Analyse
Die Finma geht mit der schärfsten Waffe gegen die Privatbank vor. Schiesst die Behörde übers Ziel hinaus?
18. Februar 2025 • Beat Schmid

In der englischen Kurzfassung des Geschäftsberichts von Julius Bär steht: «The credit event and its wider context are also subject to regulatory enforcement assessments by the Swiss Financial Market Supervisory Authority Finma». Beim Credit Event handelt es sich um den Grossverlust im Zusammenhang mit dem gescheiterten Immobilieninvestor René Benko. Die Bank hat insgesamt 600 Millionen Franken abgeschrieben.

Ein Enforcementverfahren ist die schärfste Waffe der Finma.

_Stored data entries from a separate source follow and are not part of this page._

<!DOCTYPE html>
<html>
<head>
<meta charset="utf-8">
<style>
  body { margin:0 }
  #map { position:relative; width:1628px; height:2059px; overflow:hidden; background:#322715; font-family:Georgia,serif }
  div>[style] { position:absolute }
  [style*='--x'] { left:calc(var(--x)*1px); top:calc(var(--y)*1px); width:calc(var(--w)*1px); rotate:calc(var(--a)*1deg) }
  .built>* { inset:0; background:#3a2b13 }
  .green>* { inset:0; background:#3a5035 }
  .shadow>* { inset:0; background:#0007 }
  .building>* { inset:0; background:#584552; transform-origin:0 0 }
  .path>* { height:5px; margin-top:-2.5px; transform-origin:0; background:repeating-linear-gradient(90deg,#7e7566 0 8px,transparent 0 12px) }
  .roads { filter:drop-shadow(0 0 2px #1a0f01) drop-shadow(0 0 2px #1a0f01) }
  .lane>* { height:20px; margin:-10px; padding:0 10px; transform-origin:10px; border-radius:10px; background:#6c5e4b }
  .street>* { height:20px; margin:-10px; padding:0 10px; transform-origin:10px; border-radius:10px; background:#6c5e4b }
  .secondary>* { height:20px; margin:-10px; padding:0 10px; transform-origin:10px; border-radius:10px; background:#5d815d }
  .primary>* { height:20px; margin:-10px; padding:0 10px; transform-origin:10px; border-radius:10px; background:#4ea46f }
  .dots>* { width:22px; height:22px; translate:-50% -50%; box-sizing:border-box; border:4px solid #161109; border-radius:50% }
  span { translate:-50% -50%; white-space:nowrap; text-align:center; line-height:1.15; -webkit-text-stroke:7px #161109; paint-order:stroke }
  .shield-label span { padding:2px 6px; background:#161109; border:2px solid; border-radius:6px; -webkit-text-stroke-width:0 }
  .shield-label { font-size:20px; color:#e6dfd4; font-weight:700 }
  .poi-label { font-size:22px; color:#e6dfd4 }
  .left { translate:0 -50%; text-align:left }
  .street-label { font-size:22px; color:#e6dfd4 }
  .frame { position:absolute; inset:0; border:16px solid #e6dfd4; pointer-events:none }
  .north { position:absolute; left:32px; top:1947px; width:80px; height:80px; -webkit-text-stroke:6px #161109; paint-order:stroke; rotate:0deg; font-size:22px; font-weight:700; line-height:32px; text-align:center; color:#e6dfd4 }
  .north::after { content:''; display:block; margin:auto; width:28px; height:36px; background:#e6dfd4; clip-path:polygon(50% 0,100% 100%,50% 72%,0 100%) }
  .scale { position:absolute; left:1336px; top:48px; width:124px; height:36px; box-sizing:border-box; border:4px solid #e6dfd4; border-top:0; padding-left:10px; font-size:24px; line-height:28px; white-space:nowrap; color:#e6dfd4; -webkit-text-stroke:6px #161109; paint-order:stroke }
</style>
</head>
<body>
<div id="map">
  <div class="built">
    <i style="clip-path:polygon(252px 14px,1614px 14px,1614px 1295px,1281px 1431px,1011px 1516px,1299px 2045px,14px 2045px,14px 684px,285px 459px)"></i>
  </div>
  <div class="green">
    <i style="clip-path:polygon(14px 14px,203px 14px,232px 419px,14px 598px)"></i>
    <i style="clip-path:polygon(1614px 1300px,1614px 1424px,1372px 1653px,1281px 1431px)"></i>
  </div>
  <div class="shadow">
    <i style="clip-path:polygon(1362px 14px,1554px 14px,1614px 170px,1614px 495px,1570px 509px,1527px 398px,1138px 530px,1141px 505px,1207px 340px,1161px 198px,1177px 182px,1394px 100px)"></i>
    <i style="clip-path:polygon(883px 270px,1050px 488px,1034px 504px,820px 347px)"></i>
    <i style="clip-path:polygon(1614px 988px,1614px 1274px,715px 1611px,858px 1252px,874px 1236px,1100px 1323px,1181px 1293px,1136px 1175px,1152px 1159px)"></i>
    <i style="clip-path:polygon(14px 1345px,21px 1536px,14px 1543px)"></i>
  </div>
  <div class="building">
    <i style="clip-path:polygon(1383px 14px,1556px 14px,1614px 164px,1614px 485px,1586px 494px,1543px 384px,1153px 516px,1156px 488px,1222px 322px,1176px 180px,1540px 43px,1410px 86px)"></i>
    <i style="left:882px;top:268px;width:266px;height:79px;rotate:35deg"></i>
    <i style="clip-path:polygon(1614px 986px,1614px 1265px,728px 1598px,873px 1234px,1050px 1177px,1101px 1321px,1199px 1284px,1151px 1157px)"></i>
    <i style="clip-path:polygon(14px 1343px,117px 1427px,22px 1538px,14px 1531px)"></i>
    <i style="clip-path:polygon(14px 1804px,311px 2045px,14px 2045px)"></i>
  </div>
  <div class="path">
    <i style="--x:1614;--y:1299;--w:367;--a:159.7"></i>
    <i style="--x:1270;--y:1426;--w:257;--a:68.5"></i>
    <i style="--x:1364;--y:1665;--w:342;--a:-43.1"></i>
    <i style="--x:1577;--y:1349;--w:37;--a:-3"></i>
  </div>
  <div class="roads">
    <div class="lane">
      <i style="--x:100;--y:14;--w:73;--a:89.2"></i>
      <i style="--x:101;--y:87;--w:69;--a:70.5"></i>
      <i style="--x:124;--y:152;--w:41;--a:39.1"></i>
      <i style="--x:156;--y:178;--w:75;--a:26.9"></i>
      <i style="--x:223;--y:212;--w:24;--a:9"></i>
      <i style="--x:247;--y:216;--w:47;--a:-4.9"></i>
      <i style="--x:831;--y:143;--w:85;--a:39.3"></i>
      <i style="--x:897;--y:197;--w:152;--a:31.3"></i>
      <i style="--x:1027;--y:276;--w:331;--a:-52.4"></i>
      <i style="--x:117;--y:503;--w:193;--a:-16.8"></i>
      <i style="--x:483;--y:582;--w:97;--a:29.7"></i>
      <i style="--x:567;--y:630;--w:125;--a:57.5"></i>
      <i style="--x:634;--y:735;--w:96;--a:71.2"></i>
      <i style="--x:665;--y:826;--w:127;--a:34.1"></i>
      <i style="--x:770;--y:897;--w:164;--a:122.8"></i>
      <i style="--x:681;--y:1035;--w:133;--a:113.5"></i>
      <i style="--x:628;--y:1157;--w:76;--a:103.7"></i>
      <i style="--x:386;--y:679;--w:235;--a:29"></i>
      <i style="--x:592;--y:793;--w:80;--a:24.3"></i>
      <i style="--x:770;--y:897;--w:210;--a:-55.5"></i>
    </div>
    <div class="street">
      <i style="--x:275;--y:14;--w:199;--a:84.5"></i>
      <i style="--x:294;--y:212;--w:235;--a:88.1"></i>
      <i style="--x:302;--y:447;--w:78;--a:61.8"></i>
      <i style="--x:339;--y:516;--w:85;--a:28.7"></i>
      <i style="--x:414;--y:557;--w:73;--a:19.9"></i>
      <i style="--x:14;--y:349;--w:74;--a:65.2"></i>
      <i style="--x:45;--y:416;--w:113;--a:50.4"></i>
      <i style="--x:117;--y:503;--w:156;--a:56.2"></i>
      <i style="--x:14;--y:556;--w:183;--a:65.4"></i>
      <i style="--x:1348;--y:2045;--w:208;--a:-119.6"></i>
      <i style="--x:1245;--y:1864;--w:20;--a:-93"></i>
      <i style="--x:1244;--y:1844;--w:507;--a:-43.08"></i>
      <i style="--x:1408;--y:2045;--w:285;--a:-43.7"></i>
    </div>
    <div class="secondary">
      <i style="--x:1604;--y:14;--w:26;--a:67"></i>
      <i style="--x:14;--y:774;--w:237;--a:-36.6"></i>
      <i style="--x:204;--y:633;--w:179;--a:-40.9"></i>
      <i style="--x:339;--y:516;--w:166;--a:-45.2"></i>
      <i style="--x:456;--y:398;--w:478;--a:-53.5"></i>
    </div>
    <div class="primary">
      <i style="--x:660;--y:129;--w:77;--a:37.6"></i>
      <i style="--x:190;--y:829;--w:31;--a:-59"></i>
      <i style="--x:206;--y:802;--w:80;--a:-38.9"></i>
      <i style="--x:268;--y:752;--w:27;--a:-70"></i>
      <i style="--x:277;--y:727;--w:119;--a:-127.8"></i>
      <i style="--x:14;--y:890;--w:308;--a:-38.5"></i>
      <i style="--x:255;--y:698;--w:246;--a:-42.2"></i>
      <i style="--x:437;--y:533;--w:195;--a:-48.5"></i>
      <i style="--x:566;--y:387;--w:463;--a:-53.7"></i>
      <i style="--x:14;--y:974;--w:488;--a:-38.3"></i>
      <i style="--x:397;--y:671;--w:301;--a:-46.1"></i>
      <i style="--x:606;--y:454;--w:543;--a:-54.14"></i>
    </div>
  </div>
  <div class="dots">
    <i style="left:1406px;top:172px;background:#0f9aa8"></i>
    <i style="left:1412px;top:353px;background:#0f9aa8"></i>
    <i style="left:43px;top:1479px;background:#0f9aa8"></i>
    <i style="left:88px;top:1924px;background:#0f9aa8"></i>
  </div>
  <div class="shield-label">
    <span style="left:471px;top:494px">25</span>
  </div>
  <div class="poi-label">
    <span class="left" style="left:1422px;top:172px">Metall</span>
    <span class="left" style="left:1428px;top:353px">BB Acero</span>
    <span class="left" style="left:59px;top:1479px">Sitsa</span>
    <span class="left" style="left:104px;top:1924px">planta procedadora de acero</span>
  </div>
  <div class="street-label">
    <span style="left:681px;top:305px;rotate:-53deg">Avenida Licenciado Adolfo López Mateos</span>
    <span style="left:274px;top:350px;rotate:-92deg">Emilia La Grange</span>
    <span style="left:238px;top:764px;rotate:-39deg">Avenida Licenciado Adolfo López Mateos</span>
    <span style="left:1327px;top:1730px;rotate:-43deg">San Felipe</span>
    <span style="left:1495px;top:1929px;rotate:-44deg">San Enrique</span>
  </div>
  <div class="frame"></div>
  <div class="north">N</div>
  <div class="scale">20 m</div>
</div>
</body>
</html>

Sie kommt zum Einsatz, wenn «Finanzmarktgesetze womöglich verletzt worden sind oder Missstände vorliegen». So steht es auf der Website der Aufsichtsbehörde. Und weiter: «Die Finma klärt den Verdacht auf eine Rechtsverletzung zunächst formlos ab und eröffnet, wo notwendig, ein formelles Verfahren.»

Das ist nun geschehen. Doch gegen welche Finanzmarktgesetze die Bank möglicherweise verstossen hat und welche Missstände die Behörde vielleicht festgestellt hat, will die Finma auf Anfrage nicht sagen. Ein Sprecher der Behörde schreibt dazu: «Die Finma kann bestätigen, dass sie nach längeren und rigorosen Abklärungen die Eröffnung eines Verfahrens gegenüber der Bank Julius Bär angezeigt hat.» Zu weiteren Details äussert sich die Finma nicht.

So bleibt unklar, weshalb die Finma zum Schluss gekommen ist, dass ein allfälliger Missstand nur mit einem Enforcement-Verfahren und nicht im Rahmen der laufenden Beaufsichtigung behoben werden kann. Auch im Gespräch mit verschiedenen Exponenten der Bank wird nicht klar, was die Finma Julius Bär oder einzelnen Mitarbeitenden der Bank vorwirft, das ein Enforcement-Verfahren rechtfertigen würde. Ein Sprecher der Bank lehnte eine Stellungnahme ab.

Meist geht es um Geldwäscherei

Betrachtet man die Enforcement-Historie, so ermittelt die Finma vor allem dann, wenn es um die Aufklärung klarer Verstösse geht. In der Hälfte aller Fälle geht es um Geldwäscherei oder um die unerlaubte Entgegennahme von Publikumseinlagen. Im Fall der Geschäftsbeziehung mit René Benko ist die Bank zwar erhebliche Risiken eingegangen, und ja, es ist ein grosser Verlust und ein Imageschaden entstanden.

Aber hat die Bank wirklich gegen geltendes Finanzmarktrecht verstossen? Hat sie nicht vielmehr einen grossen Flop produziert, wie er im Bankgeschäft leider immer wieder vorkommt? Und somit Teil des Geschäfts mit Risiken ist?

Der Finma dürfte es kaum um die Person René Benko gehen. Dann müsste die Behörde auch andere Schweizer Banken ins Visier nehmen, die mit dem Österreicher Geschäfte gemacht haben. Zum Beispiel die Graubündner Kantonalbank sowie andere Kantonalbanken und die Credit Suisse, die einen Grosskredit für das Zürcher Warenhaus Globus organisiert hat.

Die internen Genehmigungs- und Onboarding-Prozesse scheinen auch im Fall des Private-Debt-Engagements eingehalten worden zu sein. Der Kredit wurde in letzter Instanz vom Verwaltungsratspräsidenten Romeo Lacher bewilligt. Kein subalterner Mitarbeiter hat diesen Deal heimlich und unter Umgehung aller Regeln durchgezogen.

Finma war nicht blind

Auch war die Finma nicht blind. Gemäss einer Auskunftsperson müssen solche Engagements wie mit René Benko im Rahmen des aufsichtsrechtlichen Reportings dem Regulator offengelegt werden. Die Finma müsste die Kreditposition also gesehen haben.

Zudem hat die Bank seit dem Abschreiber Anfang 2024 bereits mehrere Massnahmen ergriffen, CEO Philipp Rickenbacher ist zurückgetreten, der Vorsitzende des Risikoausschusses im Verwaltungsrat ebenfalls. Dann hat die Bank entschieden, das Private-Debt-Buch herunterzufahren. Julius Bär trennte sich auch von einem Mitarbeiter, der für diesen Bereich verantwortlich war. Zudem konnte die Bank den Abschreiber finanziell relativ gut verkraften.

Die Finma muss triftige Gründe haben, wenn sie ein Enforcement einleitet. Es gehört nicht zu ihren Aufgaben, gegen Banken vorzugehen, die im Rahmen ihrer Geschäftstätigkeit Kreditverluste erleiden.